Word for word, transcribe the data below from the line with "path.moveTo(r[0] + r[2], r[1]);" to the line with "ctx.strokeStyle = color;", keeping both of those lines.

───── DATA TO USE ─────

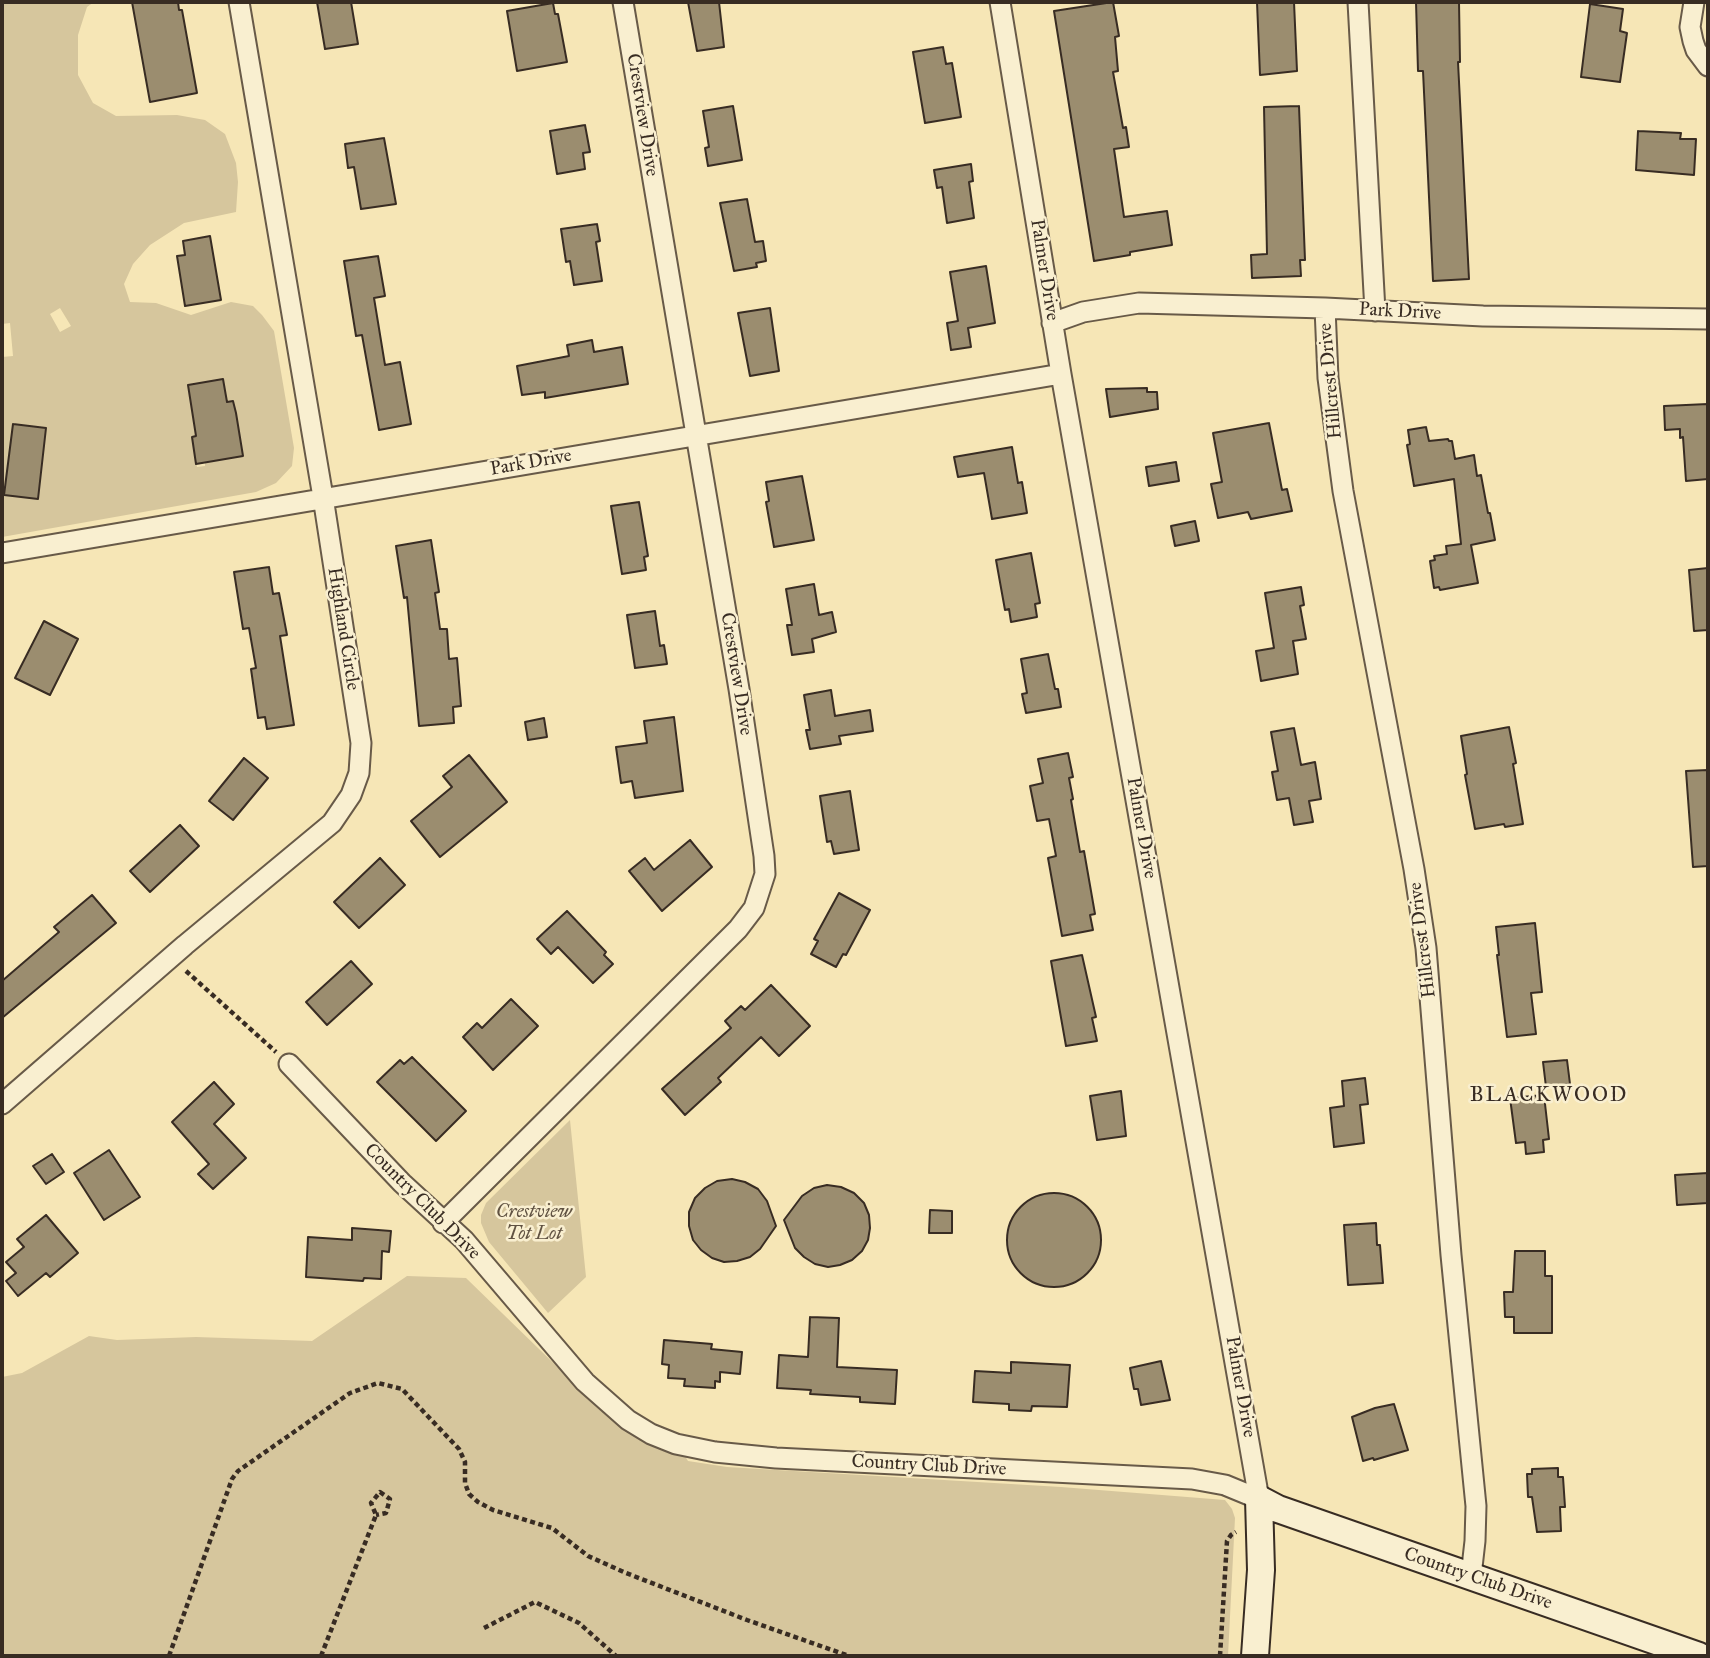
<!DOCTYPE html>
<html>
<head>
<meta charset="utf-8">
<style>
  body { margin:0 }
  #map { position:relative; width:1710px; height:1658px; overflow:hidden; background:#f6e6b6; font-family:"IM FELL Great Primer",serif }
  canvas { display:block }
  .frame { position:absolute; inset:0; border:4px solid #382c23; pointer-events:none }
</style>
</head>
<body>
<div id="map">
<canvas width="1710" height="1658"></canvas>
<div class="frame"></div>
</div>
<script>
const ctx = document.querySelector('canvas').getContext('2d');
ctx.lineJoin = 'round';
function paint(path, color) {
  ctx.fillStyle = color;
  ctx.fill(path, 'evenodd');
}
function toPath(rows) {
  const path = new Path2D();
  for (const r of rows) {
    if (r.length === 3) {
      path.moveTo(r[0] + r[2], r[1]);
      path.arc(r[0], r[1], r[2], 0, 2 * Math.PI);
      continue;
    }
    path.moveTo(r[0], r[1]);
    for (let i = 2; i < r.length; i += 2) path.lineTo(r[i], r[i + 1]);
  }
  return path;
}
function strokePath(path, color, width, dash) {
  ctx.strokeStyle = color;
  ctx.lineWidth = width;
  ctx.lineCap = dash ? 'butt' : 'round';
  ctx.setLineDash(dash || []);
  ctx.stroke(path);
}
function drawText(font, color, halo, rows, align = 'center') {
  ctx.font = font + ' "IM FELL Great Primer",serif';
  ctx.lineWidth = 5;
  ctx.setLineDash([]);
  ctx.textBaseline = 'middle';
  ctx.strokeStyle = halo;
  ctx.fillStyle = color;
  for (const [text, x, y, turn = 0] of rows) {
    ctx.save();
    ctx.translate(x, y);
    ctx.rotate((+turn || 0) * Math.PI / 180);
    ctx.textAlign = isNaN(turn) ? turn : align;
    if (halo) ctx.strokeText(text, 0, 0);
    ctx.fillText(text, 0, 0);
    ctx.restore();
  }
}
paint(toPath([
  [2,2,94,2,87,7,78,35,78,75,93,103,116,116,177,115,205,120,225,134,236,163,238,182,236,212,184,223,150,245,133,264,124,284,130,302,156,303,191,315,231,302,253,306,262,315,274,331,294,448,292,466,276,483,256,492,2,537,2,397,4,396,2,357,13,356,10,323,2,324],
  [60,308,71,326,60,332,50,314],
  [223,379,227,402,236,413,243,456,205,462,205,466,197,467,192,437,196,436,188,385],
  [570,1120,586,1277,548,1313,489,1242,481,1223,481,1215,486,1203],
  [407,1276,466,1278,575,1384,624,1426,685,1456,688,1461,727,1467,1061,1487,1225,1500,1232,1509,1235,1518,1228,1656,2,1656,2,1377,22,1373,89,1336,117,1340,196,1337,312,1341]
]), '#d6c69d');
const building = toPath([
  [132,2,178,2,179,10,182,10,197,93,150,102,132,2],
  [317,2,351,2,358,44,325,49,317,2],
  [688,2,719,2,724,47,697,51,688,2],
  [1113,2,1119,36,1115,37,1118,71,1113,72,1123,128,1126,127,1129,147,1114,149,1124,217,1167,211,1172,245,1130,252,1130,255,1094,261,1054,11,1113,2],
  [1257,2,1294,2,1297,71,1260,75,1257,2],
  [1416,2,1459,2,1460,62,1458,62,1469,279,1433,281,1423,71,1418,71,1416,2],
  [553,3,555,14,558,14,567,62,517,71,507,11,553,3],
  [1590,4,1623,9,1620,31,1627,33,1620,82,1581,77,1590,4],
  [943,47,946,64,952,63,961,117,925,123,913,52,943,47],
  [733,106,742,160,708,166,705,148,709,147,703,111,733,106],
  [1299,106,1305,260,1300,260,1301,276,1252,278,1251,255,1267,254,1264,107,1299,106],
  [585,125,590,152,583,153,585,169,557,174,550,131,585,125],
  [1638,131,1681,133,1680,139,1696,139,1694,175,1636,170,1638,131],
  [384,138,396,204,361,209,354,167,348,168,345,144,384,138],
  [971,164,973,181,969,182,974,218,947,223,942,187,937,188,934,170,971,164],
  [747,199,755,242,763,241,766,261,756,263,757,267,734,271,720,203,747,199],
  [597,224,600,241,596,242,602,281,574,285,570,261,566,262,561,229,597,224],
  [210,236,221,300,185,306,177,256,185,255,183,241,210,236],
  [378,256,385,296,374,298,385,365,400,362,411,424,379,430,362,335,356,336,344,261,378,256],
  [986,266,995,323,968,328,971,347,951,350,947,323,958,321,950,272,986,266],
  [770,308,779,371,750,376,738,313,770,308],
  [592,340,594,352,622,347,628,384,545,398,545,392,522,395,517,366,569,356,567,345,592,340],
  [223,379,227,402,233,401,236,413,243,456,196,464,192,437,196,436,188,385,223,379],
  [1147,388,1147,392,1157,392,1158,409,1110,417,1106,389,1147,388],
  [1708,404,1708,479,1686,481,1683,437,1680,438,1680,429,1665,430,1664,406,1708,404],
  [1269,423,1282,490,1287,489,1292,511,1251,519,1248,512,1218,518,1211,484,1222,482,1213,433,1269,423],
  [13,424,46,428,38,499,4,495,13,424],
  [1426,427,1429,441,1448,439,1449,441,1452,441,1455,459,1474,455,1477,476,1481,475,1488,513,1490,513,1495,540,1471,545,1478,583,1440,590,1439,587,1434,588,1430,561,1435,560,1434,556,1447,554,1446,546,1461,544,1454,479,1414,486,1407,445,1410,444,1408,430,1426,427],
  [1012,447,1018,483,1022,482,1027,513,992,519,984,473,958,477,954,457,1012,447],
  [1176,462,1179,481,1149,486,1146,467,1176,462],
  [802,476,814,540,774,547,766,502,769,501,766,482,802,476],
  [639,502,648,556,644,557,646,570,622,574,611,506,639,502],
  [1195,521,1199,541,1175,546,1171,526,1195,521],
  [431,540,439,592,435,593,440,629,447,629,449,659,457,658,461,706,453,707,454,723,419,726,407,597,404,598,396,546,431,540],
  [1031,553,1040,603,1035,604,1037,617,1011,622,1009,609,1005,610,996,560,1031,553],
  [269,567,273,594,279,593,287,635,280,636,294,725,267,729,265,717,258,718,251,669,256,668,249,628,243,629,234,572,269,567],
  [1708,568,1708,630,1694,631,1689,570,1708,568],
  [814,584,819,615,832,612,836,632,812,639,814,652,792,655,787,625,792,625,786,589,814,584],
  [1301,587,1304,605,1300,606,1306,639,1293,641,1298,674,1261,681,1256,651,1274,648,1265,593,1301,587],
  [655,611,660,646,664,645,667,664,635,668,627,615,655,611],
  [44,621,78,639,50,695,15,678,44,621],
  [1048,654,1055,689,1058,689,1061,707,1026,713,1022,694,1027,693,1021,659,1048,654],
  [831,690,835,716,870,710,873,731,839,736,841,744,810,749,806,730,810,730,804,695,831,690],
  [674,717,683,791,635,798,632,781,621,783,616,747,647,743,644,721,674,717],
  [544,718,547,737,528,740,525,722,544,718],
  [1509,727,1516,763,1513,764,1523,824,1505,827,1504,824,1475,829,1465,775,1467,774,1461,736,1509,727],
  [1294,728,1301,765,1315,762,1321,799,1309,801,1313,822,1294,825,1289,798,1277,800,1272,772,1278,771,1271,732,1294,728],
  [1068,753,1073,777,1069,778,1073,799,1071,800,1080,852,1084,851,1095,914,1090,915,1093,930,1062,936,1048,858,1056,856,1049,819,1037,821,1030,786,1043,783,1038,759,1068,753],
  [469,755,507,802,440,857,411,821,452,787,443,776,469,755],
  [244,758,268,778,233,820,209,801,244,758],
  [1708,770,1708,866,1693,867,1686,771,1708,770],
  [850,791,859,850,834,854,831,841,827,842,820,796,850,791],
  [180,825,199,846,150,892,130,871,180,825],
  [690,840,712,867,662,911,629,871,645,858,654,870,690,840],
  [380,858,405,885,359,928,334,902,380,858],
  [839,893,870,910,846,955,843,954,836,967,811,954,818,941,814,939,839,893],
  [92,895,116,923,2,1018,2,981,59,932,54,927,92,895],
  [567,911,606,952,604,955,613,964,593,983,558,947,551,954,537,939,567,911],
  [1535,923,1542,992,1531,993,1536,1034,1507,1037,1497,955,1499,955,1496,927,1535,923],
  [1082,955,1096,1017,1092,1018,1097,1041,1066,1046,1051,961,1082,955],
  [351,961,372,984,327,1025,306,1002,351,961],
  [771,985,810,1026,779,1056,761,1037,718,1078,721,1082,685,1115,662,1089,731,1028,725,1021,741,1006,745,1010,771,985],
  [511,999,538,1026,493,1070,463,1037,477,1023,482,1028,511,999],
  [412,1057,466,1111,436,1141,377,1082,400,1060,404,1064,412,1057],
  [1567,1060,1570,1084,1546,1087,1543,1062,1567,1060],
  [1365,1078,1368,1104,1360,1105,1364,1143,1334,1147,1330,1108,1344,1106,1342,1081,1365,1078],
  [214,1082,234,1104,214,1124,246,1158,213,1189,198,1174,209,1164,172,1122,214,1082],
  [1121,1091,1126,1136,1097,1140,1090,1096,1121,1091],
  [1544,1095,1549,1139,1543,1140,1544,1152,1526,1154,1525,1142,1516,1143,1510,1098,1544,1095],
  [109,1150,140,1197,104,1220,74,1173,109,1150],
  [52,1154,64,1172,46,1184,33,1166,52,1154],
  [1708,1173,1708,1203,1677,1205,1675,1175,1708,1173],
  [732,1179,745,1182,758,1189,767,1201,776,1226,760,1249,750,1257,737,1261,724,1262,712,1258,701,1250,693,1240,689,1226,689,1212,695,1198,705,1188,717,1181,732,1179],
  [827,1185,841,1187,854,1193,864,1203,869,1215,870,1228,868,1240,862,1251,852,1260,840,1265,828,1267,815,1264,804,1257,795,1248,784,1220,802,1196,814,1188,827,1185],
  [1054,1240,47],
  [930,1210,952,1211,952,1233,929,1233,930,1210],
  [46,1215,78,1253,50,1277,46,1273,18,1296,6,1281,16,1273,6,1262,24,1247,17,1239,46,1215],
  [1376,1223,1377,1245,1380,1245,1383,1283,1348,1285,1344,1225,1376,1223],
  [352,1228,391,1231,389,1252,382,1251,381,1279,364,1278,363,1281,306,1277,308,1237,352,1240,352,1228],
  [1515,1251,1545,1251,1545,1276,1552,1276,1552,1333,1514,1333,1514,1317,1505,1317,1504,1292,1513,1292,1515,1251],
  [810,1317,839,1318,837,1367,897,1370,895,1404,860,1402,860,1397,810,1394,811,1390,777,1388,779,1355,808,1357,810,1317],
  [664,1340,712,1344,711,1349,742,1352,740,1374,720,1372,720,1382,715,1381,715,1388,684,1386,685,1379,668,1378,669,1365,662,1364,664,1340],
  [1161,1361,1170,1400,1141,1405,1138,1389,1134,1389,1130,1368,1161,1361],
  [1011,1362,1070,1365,1067,1407,1032,1406,1031,1411,1009,1410,1009,1404,973,1402,975,1371,1011,1373,1011,1362],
  [1394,1404,1408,1450,1374,1460,1373,1458,1363,1461,1352,1417,1375,1408,1394,1404],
  [1558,1468,1558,1477,1563,1477,1565,1507,1560,1507,1561,1531,1537,1532,1532,1497,1528,1497,1527,1474,1532,1474,1532,1469,1558,1468]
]);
paint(building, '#9b8d6f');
strokePath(building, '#382c23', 2);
const street = toPath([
  [1000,2,1061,374,1259,1499],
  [1358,2,1375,311],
  [1694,2,1690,27,1693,41,1696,50,1708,66],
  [1325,308,1328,378,1343,491,1414,869,1426,948,1451,1255,1476,1506,1475,1541,1471,1576],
  [1052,323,1083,312,1139,303,1325,308,1483,316,1708,319],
  [2,553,1061,374],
  [289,1064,402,1183,464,1240,585,1382,628,1420,651,1434,676,1444,715,1452,776,1458,1192,1479,1225,1485,1259,1499],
  [2,1104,185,945,332,823,351,795,359,773,361,743,323,497,239,2],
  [443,1223,738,929,754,908,765,874,764,856,739,689,623,2]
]);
const secondary = toPath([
  [1259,1499,1278,1509,1699,1656],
  [1255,1656,1261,1570,1259,1499]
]);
strokePath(street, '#685a48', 23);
strokePath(secondary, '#382c23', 30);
strokePath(toPath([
  [186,971,276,1052],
  [484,1628,535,1602,579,1623,616,1656],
  [169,1656,232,1479,238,1471,350,1393,378,1383,402,1389,459,1449,465,1462,465,1483,469,1494,478,1502,493,1510,552,1528,588,1556,626,1573,747,1620,849,1656],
  [321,1656,376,1515,371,1503,380,1492,390,1499,386,1513,376,1515],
  [1220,1656,1227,1541,1231,1535,1236,1532]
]), '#382c23', 4.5, [5, 3.5]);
strokePath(street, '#f9efd0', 19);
strokePath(secondary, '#f9efd0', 26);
drawText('19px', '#382c23', '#f9efd0', [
  ["Crestview Drive",642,115,81],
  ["Palmer Drive",1044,270,81],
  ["Park Drive",1400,312,3],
  ["Hillcrest Drive",1331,381,-95],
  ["Park Drive",531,463,-10],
  ["Highland Circle",343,629,81],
  ["Crestview Drive",736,674,81],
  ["Palmer Drive",1141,828,80],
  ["Hillcrest Drive",1423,940,-97],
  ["Country Club Drive",422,1202,45],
  ["Palmer Drive",1240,1387,80],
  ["Country Club Drive",929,1466,3],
  ["Country Club Drive",1478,1579,19]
]);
drawText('italic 19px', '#605242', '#f9efd0', [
  ["Crestview",534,1212],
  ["Tot Lot",534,1234]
]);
ctx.letterSpacing = '2px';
drawText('21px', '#382c23', '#f9efd0', [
  ["BLACKWOOD",1549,1096]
]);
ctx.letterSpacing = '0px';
</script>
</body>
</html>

─────

> [ANSWER TO THE PROBLEM]
      path.moveTo(r[0] + r[2], r[1]);
      path.arc(r[0], r[1], r[2], 0, 2 * Math.PI);
      continue;
    }
    path.moveTo(r[0], r[1]);
    for (let i = 2; i < r.length; i += 2) path.lineTo(r[i], r[i + 1]);
  }
  return path;
}
function strokePath(path, color, width, dash) {
  ctx.strokeStyle = color;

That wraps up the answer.